# The task
Tally the lines below that contain the word "Озёрная", then give the tally alone.

+ + + + + + +

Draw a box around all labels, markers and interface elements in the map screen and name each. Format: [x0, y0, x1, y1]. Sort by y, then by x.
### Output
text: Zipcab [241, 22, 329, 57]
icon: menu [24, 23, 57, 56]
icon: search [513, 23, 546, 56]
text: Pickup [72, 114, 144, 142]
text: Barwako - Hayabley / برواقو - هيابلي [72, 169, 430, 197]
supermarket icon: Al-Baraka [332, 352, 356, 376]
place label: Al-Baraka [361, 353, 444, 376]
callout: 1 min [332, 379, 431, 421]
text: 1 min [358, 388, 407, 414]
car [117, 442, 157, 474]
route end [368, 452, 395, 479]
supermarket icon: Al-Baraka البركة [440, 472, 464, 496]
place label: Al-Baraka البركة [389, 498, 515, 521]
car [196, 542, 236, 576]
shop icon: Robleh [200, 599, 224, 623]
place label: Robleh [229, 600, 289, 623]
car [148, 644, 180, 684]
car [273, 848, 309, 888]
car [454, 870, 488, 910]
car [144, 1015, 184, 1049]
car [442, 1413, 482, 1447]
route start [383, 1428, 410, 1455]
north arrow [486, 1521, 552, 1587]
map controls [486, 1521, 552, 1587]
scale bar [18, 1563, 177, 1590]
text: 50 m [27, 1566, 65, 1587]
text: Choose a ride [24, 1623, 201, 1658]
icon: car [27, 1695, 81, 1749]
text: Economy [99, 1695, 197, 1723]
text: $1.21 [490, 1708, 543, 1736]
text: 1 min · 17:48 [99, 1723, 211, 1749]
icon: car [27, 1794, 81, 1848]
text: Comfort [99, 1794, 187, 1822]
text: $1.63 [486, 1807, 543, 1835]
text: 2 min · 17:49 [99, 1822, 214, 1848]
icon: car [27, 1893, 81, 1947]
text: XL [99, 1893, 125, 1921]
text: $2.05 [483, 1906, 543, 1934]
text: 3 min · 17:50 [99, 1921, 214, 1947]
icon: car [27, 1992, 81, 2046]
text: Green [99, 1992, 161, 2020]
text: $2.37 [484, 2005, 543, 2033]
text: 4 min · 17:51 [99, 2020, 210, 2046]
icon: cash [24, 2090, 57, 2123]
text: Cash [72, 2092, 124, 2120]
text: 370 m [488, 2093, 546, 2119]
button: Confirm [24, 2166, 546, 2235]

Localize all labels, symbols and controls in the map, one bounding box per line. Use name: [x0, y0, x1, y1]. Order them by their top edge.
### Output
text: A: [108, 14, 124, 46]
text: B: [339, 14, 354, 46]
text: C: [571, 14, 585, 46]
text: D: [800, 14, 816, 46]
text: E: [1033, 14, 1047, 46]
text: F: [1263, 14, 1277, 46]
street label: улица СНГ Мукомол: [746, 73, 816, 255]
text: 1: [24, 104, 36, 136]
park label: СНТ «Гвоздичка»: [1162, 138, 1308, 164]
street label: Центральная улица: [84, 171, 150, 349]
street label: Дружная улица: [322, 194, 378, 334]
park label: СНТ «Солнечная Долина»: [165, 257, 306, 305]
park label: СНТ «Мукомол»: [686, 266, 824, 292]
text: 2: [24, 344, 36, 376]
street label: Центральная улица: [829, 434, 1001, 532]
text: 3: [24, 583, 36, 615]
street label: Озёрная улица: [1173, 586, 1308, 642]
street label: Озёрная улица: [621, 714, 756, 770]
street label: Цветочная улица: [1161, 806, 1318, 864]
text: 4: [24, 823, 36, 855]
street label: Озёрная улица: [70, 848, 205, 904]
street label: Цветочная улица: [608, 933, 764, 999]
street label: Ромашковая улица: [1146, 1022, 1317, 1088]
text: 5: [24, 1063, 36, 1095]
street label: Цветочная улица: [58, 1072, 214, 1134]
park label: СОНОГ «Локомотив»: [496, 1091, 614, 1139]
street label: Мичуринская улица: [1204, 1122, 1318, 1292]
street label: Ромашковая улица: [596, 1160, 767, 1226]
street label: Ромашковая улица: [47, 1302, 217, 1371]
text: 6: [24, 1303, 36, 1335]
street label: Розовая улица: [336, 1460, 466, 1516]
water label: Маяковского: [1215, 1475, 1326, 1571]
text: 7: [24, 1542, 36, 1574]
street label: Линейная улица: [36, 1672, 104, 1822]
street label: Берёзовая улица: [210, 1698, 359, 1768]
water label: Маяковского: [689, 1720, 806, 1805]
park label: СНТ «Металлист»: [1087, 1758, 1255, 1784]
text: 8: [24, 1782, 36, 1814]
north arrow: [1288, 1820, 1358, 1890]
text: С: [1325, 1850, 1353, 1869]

+ + + + + + +

# Exercise response
3